▶ **WHAT THE TASK REQUIRES**
Count the lines below with the string "strokeStyle" in them. Only the number should be given.
*** Begin section ***
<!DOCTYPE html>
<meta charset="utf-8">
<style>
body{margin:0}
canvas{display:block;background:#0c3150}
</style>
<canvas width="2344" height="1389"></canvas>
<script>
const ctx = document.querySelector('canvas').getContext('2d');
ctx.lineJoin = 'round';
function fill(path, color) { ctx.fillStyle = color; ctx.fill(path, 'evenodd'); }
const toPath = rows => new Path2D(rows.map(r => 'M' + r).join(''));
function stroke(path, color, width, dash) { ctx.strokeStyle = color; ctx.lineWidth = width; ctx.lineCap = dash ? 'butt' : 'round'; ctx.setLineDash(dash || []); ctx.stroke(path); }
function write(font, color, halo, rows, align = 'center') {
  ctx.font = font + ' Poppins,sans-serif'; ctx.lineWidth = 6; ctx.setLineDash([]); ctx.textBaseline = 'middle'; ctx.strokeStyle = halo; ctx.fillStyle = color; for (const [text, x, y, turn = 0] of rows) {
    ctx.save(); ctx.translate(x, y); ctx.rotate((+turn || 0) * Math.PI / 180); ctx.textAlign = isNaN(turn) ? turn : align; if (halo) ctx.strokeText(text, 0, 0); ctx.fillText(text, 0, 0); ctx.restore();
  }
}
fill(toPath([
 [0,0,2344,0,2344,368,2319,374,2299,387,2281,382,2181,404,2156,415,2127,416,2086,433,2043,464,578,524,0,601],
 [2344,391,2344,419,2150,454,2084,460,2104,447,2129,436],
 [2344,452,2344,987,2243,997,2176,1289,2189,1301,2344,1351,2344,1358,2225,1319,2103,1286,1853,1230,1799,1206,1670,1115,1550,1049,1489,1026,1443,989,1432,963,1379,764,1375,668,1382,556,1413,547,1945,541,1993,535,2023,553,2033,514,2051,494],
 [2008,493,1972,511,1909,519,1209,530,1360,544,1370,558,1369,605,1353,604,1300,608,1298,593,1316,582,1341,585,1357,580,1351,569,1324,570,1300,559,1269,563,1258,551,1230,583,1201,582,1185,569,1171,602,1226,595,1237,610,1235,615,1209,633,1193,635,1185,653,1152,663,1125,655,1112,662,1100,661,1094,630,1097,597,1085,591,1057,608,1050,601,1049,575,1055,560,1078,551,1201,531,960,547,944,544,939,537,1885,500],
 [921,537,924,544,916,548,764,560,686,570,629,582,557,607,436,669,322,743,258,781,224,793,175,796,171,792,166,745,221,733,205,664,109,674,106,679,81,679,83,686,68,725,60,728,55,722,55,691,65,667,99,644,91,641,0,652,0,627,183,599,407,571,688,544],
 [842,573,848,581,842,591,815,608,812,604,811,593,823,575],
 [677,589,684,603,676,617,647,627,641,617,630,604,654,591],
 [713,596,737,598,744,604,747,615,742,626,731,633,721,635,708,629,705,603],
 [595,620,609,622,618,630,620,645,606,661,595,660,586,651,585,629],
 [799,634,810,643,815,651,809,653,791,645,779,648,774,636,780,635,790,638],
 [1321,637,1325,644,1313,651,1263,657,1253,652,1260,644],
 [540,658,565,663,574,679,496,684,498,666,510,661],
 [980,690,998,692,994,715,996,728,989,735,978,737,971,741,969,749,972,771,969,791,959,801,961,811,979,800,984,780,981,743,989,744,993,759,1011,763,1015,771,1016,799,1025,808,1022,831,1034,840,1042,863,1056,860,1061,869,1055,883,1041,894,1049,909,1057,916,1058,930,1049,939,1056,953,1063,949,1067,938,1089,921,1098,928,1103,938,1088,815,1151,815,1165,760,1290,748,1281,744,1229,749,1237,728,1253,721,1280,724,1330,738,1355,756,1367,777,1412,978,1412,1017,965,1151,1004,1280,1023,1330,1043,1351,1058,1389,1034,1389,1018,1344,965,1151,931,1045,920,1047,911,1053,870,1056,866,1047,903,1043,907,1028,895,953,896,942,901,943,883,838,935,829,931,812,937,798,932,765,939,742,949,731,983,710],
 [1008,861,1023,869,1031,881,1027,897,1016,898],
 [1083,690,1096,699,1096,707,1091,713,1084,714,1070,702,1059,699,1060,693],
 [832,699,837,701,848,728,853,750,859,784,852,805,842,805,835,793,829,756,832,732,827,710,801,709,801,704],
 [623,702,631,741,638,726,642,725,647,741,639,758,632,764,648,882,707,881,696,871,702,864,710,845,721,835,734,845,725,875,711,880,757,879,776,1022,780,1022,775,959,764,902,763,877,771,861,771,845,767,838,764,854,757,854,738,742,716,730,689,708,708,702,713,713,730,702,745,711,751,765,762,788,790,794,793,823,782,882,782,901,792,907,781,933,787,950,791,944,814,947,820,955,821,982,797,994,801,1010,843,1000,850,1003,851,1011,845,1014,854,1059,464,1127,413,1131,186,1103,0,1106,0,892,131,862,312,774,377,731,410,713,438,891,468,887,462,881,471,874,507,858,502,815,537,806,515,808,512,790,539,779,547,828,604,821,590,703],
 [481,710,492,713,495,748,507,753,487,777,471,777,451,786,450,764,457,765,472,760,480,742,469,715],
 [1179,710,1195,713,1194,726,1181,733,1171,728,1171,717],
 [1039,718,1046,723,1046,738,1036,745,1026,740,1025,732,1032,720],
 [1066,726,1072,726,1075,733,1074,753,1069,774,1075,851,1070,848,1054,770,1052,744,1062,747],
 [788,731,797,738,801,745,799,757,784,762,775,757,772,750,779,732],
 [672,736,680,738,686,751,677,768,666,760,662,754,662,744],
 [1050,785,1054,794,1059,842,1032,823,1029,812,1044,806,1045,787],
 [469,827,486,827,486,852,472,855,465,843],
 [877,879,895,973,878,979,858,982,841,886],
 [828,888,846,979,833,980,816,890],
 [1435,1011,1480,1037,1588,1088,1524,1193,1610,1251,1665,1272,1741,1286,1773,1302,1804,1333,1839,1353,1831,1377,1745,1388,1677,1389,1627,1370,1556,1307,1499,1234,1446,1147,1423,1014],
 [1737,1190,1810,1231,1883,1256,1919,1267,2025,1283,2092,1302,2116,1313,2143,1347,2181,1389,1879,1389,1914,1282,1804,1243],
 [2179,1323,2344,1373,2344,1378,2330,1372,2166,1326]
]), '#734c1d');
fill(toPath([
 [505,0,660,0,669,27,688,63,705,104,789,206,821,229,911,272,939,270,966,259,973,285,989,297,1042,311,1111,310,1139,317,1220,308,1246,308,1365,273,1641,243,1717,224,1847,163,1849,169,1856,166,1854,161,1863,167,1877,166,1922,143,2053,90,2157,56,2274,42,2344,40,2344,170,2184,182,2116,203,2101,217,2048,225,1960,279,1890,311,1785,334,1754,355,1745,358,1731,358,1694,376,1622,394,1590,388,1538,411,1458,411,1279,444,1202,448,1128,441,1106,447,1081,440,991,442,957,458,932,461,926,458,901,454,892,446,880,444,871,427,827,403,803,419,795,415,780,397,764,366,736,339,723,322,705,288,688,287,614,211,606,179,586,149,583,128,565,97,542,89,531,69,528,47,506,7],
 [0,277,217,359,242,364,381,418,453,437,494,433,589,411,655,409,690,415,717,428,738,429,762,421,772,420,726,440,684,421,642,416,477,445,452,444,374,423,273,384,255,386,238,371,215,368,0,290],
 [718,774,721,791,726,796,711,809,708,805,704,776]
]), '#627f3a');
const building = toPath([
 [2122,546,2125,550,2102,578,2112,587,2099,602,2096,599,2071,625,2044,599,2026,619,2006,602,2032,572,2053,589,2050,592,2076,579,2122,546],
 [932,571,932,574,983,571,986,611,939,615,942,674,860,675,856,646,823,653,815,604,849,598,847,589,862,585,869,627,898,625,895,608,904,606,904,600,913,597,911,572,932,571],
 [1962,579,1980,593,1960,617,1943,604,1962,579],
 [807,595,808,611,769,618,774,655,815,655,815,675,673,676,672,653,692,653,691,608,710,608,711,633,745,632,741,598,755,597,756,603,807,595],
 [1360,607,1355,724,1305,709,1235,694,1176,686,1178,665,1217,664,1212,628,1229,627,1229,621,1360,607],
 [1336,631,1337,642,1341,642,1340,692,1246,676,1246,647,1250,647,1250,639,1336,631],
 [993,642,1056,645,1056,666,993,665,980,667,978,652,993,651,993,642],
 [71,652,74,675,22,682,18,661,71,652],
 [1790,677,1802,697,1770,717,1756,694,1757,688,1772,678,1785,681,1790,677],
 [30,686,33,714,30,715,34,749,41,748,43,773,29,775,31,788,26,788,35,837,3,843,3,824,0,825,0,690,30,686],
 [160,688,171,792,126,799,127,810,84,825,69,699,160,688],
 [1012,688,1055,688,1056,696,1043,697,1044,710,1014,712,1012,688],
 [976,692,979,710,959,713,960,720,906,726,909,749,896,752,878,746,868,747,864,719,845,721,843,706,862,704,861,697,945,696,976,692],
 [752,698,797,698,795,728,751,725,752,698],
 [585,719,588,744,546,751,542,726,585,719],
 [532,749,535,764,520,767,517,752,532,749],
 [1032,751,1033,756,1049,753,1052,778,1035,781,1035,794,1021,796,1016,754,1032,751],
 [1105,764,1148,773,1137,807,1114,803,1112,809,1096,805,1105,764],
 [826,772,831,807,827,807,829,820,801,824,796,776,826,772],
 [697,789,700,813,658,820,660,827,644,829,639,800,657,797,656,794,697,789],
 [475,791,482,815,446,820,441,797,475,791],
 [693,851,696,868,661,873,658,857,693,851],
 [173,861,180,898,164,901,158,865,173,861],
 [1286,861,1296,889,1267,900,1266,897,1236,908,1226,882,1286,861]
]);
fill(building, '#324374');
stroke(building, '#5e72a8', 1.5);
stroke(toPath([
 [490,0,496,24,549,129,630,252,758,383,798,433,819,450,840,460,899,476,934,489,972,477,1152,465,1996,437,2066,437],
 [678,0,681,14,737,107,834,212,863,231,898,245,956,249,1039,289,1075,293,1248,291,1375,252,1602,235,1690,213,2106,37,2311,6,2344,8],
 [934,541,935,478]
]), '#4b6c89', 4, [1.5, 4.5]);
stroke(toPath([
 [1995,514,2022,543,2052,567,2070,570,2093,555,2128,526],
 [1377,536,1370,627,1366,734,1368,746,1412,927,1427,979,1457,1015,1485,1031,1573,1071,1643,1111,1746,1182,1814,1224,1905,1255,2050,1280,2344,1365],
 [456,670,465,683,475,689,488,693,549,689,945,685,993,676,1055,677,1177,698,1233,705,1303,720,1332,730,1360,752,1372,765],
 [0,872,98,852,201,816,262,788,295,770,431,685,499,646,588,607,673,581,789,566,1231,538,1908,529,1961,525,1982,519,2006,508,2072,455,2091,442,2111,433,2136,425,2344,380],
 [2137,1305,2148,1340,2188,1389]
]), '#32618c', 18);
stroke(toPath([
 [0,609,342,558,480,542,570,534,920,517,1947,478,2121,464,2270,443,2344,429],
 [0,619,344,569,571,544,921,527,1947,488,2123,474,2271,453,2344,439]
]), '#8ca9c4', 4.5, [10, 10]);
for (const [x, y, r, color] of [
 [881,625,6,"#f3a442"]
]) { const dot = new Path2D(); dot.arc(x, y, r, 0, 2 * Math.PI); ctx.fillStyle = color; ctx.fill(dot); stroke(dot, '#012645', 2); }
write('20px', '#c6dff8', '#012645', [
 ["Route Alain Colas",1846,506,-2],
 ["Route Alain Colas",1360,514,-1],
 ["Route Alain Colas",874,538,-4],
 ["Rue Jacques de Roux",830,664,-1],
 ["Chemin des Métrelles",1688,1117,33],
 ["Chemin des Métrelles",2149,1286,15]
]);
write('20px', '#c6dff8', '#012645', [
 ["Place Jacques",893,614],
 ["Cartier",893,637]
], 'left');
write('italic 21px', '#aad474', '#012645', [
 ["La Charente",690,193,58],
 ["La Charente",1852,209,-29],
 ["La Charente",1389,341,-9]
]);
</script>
*** End section ***
▶ **FINISHED TASK**
2